:: WORK TO COMPLETE ::
Please report the number of lines in the entries below that contain "roads", with nothing added.

:: SUPPLIED RECORDS ::
++++++

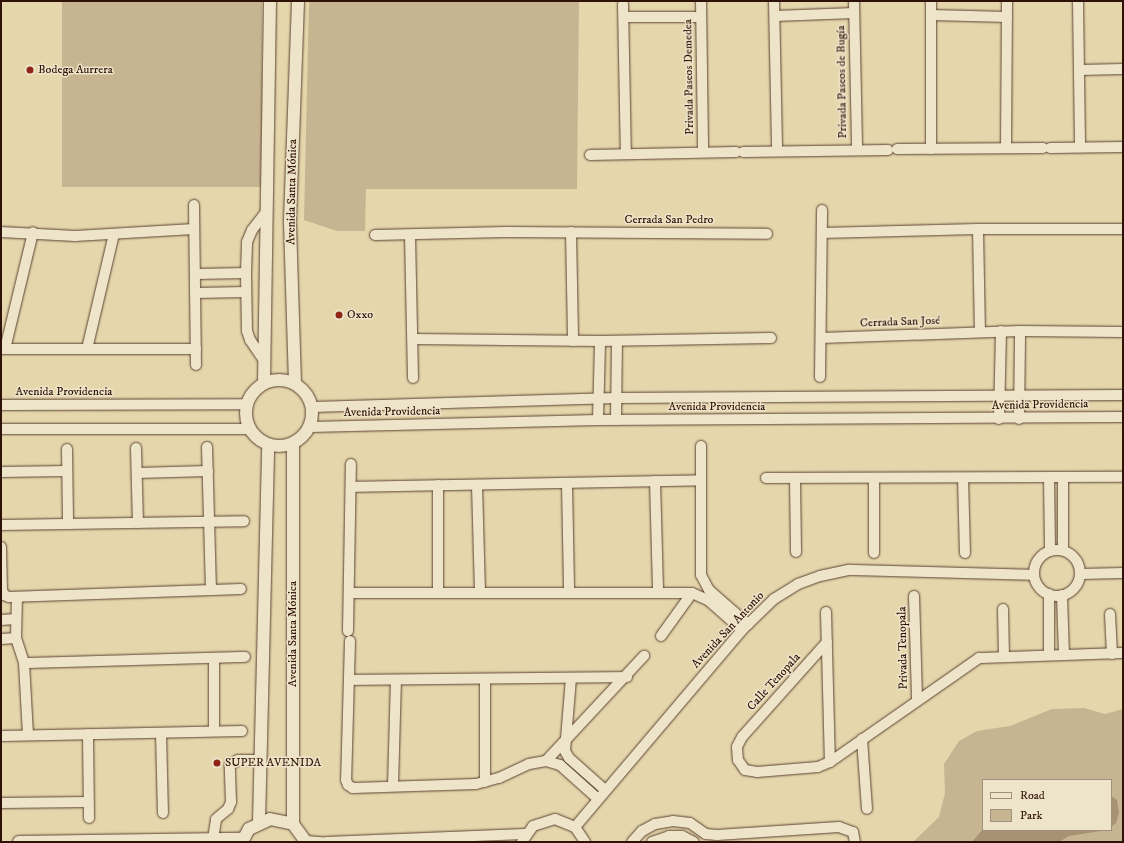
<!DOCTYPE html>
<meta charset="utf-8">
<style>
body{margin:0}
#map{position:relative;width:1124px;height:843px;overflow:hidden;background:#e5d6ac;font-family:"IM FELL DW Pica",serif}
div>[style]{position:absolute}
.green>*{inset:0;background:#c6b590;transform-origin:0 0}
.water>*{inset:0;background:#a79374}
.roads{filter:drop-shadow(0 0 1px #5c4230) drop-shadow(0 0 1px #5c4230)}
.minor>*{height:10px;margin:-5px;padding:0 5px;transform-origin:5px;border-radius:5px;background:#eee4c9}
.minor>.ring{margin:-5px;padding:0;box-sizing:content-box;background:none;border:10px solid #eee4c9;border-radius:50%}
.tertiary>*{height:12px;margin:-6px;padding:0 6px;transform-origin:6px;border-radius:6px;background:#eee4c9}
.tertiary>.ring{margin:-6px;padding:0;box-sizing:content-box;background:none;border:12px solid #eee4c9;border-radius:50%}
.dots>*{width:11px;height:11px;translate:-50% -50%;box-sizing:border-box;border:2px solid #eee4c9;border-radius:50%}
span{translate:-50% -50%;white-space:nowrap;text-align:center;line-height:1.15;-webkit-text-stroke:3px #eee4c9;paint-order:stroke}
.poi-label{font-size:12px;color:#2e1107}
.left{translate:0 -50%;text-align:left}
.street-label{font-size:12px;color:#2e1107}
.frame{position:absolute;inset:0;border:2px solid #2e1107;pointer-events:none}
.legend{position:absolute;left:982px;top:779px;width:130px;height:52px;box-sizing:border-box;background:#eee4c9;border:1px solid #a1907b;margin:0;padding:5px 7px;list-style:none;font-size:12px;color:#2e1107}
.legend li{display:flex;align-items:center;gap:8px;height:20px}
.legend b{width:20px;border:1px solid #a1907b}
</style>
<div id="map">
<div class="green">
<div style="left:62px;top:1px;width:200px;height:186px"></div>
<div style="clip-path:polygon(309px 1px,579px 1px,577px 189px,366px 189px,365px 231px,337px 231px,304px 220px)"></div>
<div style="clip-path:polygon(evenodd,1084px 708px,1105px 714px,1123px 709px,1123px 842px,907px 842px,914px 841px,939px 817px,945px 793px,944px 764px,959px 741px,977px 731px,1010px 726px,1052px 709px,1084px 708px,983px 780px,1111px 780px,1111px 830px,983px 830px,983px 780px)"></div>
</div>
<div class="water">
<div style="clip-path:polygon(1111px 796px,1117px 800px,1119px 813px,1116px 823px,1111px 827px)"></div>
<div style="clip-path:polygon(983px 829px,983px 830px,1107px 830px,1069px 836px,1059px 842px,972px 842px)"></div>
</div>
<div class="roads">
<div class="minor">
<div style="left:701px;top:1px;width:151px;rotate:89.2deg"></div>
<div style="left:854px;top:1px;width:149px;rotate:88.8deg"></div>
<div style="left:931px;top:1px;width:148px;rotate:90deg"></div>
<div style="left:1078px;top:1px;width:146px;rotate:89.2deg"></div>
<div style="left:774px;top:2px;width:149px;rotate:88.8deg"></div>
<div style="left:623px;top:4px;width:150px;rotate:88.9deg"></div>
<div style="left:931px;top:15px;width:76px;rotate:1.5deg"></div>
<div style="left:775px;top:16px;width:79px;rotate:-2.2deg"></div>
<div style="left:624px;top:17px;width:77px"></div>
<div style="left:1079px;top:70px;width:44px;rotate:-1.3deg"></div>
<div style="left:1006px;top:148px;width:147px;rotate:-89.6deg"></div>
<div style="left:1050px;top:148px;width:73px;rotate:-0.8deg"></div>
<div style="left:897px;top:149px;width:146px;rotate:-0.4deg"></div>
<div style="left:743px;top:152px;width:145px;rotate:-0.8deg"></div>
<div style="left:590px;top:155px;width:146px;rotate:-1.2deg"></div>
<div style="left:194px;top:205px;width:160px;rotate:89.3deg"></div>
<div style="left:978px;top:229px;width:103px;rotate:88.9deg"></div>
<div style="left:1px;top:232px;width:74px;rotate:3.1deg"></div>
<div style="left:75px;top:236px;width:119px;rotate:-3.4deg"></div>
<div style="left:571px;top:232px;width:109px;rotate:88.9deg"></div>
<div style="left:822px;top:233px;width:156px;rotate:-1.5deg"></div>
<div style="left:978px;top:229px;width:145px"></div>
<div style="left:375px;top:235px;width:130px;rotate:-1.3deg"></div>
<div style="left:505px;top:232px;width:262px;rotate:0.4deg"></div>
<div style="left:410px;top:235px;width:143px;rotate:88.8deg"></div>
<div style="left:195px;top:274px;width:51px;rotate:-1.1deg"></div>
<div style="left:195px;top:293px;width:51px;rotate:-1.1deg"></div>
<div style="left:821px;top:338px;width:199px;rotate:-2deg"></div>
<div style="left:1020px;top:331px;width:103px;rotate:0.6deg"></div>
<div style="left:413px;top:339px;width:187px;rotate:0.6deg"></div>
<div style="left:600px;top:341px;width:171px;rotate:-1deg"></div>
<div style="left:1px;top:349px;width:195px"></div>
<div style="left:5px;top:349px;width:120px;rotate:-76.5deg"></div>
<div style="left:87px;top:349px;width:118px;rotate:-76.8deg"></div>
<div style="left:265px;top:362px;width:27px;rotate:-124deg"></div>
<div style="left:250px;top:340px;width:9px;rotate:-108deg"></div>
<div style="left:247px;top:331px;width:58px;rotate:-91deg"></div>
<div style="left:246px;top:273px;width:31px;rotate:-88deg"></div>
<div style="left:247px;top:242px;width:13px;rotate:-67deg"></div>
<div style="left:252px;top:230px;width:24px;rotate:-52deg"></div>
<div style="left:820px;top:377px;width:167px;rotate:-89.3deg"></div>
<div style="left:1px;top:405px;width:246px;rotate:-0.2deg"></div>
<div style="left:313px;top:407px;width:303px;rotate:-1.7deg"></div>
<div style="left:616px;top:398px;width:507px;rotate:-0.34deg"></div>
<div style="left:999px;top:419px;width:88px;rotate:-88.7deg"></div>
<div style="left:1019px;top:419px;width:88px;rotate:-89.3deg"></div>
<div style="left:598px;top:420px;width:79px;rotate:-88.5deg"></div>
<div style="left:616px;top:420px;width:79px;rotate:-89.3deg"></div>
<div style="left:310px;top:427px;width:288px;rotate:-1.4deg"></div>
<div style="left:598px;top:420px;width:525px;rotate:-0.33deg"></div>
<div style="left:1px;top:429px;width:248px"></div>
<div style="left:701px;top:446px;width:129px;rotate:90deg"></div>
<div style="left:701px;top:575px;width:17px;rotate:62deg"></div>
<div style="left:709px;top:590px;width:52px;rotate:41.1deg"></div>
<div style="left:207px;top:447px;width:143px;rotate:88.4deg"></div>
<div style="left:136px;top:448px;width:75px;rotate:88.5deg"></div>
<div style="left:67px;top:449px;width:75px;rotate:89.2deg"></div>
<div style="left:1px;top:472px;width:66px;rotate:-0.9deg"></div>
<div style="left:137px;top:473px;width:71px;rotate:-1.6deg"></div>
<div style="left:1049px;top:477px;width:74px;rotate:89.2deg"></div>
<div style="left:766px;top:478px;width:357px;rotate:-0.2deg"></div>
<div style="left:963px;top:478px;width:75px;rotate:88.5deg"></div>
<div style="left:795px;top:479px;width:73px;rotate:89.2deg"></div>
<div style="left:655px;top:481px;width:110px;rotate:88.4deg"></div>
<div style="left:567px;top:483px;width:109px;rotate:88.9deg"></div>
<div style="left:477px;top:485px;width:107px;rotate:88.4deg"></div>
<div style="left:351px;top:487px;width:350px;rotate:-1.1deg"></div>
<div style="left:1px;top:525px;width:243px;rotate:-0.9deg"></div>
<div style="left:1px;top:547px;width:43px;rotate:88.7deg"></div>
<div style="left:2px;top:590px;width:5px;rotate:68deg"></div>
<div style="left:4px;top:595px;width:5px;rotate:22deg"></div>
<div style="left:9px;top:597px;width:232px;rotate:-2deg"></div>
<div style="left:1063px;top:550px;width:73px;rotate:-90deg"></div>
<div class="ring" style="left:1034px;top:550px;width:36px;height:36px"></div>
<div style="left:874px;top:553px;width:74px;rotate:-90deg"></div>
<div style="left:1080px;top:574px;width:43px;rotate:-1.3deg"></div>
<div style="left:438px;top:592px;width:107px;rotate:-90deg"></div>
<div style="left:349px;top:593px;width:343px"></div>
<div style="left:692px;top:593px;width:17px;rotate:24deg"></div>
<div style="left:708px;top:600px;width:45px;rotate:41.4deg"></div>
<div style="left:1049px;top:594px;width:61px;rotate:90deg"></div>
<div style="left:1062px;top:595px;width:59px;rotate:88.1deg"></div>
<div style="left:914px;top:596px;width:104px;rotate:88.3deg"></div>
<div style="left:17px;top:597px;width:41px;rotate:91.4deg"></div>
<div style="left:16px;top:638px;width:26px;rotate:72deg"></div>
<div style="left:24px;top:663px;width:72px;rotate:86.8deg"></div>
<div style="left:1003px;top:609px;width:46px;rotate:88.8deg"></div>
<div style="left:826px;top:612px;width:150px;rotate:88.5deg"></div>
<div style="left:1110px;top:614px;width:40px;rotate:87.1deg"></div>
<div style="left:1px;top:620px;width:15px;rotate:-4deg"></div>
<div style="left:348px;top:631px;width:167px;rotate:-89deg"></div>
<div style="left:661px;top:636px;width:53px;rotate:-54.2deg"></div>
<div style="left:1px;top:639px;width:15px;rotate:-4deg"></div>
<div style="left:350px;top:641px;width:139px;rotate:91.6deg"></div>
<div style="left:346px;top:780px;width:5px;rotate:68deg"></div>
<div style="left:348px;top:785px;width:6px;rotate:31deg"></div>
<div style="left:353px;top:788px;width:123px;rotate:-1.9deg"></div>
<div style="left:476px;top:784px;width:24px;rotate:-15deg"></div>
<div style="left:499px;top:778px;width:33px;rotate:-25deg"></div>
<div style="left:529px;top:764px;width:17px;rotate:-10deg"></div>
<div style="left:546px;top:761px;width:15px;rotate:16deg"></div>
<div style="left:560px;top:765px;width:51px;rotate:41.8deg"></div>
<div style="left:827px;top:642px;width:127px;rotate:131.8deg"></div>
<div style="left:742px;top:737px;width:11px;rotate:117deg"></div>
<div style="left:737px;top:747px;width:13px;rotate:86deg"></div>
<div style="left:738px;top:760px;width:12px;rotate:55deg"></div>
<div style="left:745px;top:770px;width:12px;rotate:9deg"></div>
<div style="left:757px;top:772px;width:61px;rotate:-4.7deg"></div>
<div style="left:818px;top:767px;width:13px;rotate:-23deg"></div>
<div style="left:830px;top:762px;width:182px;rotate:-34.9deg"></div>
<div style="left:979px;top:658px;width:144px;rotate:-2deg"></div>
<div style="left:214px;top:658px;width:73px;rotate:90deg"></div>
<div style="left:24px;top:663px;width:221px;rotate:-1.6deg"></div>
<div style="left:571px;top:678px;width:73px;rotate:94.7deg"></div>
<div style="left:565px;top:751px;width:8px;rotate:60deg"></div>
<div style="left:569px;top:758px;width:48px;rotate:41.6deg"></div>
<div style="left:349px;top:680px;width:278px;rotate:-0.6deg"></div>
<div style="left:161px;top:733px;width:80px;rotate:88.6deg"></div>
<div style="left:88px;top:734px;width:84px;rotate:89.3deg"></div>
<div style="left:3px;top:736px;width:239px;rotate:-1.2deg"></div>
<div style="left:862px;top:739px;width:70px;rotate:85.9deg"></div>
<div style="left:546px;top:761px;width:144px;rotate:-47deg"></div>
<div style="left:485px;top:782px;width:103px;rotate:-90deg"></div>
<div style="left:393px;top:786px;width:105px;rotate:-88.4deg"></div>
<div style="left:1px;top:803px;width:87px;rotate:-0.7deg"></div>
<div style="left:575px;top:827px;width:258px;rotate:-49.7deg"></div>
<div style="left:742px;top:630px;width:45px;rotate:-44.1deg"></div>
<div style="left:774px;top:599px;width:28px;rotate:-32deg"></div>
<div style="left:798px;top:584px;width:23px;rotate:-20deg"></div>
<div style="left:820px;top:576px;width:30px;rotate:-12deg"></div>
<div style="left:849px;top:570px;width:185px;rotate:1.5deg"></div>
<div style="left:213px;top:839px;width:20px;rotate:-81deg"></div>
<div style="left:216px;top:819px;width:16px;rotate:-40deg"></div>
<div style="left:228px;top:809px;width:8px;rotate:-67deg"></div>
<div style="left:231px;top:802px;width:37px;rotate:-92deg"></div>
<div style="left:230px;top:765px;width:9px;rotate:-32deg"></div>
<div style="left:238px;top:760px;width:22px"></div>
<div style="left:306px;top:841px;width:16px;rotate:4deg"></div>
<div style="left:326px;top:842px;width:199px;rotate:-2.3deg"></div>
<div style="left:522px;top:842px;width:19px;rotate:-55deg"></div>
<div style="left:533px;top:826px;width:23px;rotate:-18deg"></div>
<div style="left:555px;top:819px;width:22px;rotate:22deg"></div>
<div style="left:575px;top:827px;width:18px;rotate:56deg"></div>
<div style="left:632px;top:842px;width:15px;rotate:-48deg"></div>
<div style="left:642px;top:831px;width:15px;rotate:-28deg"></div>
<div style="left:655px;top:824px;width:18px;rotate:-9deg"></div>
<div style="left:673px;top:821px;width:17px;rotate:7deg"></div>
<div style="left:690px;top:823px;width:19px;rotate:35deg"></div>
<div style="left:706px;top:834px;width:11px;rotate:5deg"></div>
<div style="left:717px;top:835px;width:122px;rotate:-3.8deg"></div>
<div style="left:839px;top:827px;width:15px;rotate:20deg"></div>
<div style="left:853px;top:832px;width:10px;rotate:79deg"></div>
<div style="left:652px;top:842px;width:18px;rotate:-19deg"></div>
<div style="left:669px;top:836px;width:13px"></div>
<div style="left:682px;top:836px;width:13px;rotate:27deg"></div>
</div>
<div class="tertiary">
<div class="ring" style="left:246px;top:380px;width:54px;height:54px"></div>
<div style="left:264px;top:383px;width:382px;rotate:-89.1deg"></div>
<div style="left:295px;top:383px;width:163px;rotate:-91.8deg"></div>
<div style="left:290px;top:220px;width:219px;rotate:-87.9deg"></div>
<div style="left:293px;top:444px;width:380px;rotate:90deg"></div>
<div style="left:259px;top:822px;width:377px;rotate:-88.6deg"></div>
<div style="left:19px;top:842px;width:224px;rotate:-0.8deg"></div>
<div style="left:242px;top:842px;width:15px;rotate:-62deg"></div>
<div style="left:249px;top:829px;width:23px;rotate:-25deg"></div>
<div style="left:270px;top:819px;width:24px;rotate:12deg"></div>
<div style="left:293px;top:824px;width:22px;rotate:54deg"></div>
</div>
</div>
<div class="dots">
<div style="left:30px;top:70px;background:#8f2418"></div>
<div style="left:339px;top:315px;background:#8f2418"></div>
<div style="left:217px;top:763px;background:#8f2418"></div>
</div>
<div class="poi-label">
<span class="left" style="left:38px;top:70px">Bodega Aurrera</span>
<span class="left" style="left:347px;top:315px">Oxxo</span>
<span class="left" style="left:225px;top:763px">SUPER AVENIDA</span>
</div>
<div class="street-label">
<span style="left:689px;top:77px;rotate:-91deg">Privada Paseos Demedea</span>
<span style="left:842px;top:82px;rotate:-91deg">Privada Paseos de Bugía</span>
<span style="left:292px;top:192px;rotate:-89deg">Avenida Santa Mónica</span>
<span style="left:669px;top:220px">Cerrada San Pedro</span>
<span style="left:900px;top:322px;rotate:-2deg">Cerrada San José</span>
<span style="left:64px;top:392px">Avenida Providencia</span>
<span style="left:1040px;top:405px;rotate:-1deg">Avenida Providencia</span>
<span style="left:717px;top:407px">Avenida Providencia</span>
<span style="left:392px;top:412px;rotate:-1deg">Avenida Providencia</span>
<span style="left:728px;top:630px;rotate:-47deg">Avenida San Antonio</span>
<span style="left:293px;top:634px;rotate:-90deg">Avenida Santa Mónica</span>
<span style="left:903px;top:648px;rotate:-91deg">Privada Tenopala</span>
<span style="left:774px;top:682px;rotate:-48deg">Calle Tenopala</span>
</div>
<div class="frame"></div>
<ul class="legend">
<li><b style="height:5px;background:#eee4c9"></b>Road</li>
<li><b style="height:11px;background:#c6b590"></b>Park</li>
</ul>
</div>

++++++

:: REPLY TO THE EXERCISE ::
2